YOUR ASSIGNMENT: What follows is a listing to be repeated in full and without alteration.

COLLECTED MATERIAL:
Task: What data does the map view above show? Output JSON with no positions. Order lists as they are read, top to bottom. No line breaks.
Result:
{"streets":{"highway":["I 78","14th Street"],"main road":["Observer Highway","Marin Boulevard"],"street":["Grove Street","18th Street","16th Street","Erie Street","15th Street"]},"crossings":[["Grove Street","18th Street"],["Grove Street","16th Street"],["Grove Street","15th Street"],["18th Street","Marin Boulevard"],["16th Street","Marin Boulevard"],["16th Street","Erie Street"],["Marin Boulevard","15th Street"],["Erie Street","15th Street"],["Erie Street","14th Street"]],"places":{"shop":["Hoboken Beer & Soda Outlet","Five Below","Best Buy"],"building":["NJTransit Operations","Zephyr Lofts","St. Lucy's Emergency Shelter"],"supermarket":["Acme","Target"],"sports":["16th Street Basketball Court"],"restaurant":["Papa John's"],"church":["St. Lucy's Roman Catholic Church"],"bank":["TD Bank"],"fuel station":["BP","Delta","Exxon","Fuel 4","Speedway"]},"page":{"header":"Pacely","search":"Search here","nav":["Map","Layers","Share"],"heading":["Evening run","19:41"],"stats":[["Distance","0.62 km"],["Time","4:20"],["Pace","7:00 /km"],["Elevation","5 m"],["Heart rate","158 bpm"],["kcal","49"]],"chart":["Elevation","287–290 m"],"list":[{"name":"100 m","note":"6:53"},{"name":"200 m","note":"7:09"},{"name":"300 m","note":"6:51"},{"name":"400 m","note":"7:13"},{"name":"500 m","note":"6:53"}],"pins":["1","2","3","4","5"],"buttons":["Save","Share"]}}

ANSWER FOR THE TASK:
Task: What data does the map view above show? Output JSON with no positions. Order lists as they are read, top to bottom. No line breaks.
Result:
{"streets":{"highway":["I 78","14th Street"],"main road":["Observer Highway","Marin Boulevard"],"street":["Grove Street","18th Street","16th Street","Erie Street","15th Street"]},"crossings":[["Grove Street","18th Street"],["Grove Street","16th Street"],["Grove Street","15th Street"],["18th Street","Marin Boulevard"],["16th Street","Marin Boulevard"],["16th Street","Erie Street"],["Marin Boulevard","15th Street"],["Erie Street","15th Street"],["Erie Street","14th Street"]],"places":{"shop":["Hoboken Beer & Soda Outlet","Five Below","Best Buy"],"building":["NJTransit Operations","Zephyr Lofts","St. Lucy's Emergency Shelter"],"supermarket":["Acme","Target"],"sports":["16th Street Basketball Court"],"restaurant":["Papa John's"],"church":["St. Lucy's Roman Catholic Church"],"bank":["TD Bank"],"fuel station":["BP","Delta","Exxon","Fuel 4","Speedway"]},"page":{"header":"Pacely","search":"Search here","nav":["Map","Layers","Share"],"heading":["Evening run","19:41"],"stats":[["Distance","0.62 km"],["Time","4:20"],["Pace","7:00 /km"],["Elevation","5 m"],["Heart rate","158 bpm"],["kcal","49"]],"chart":["Elevation","287–290 m"],"list":[{"name":"100 m","note":"6:53"},{"name":"200 m","note":"7:09"},{"name":"300 m","note":"6:51"},{"name":"400 m","note":"7:13"},{"name":"500 m","note":"6:53"}],"pins":["1","2","3","4","5"],"buttons":["Save","Share"]}}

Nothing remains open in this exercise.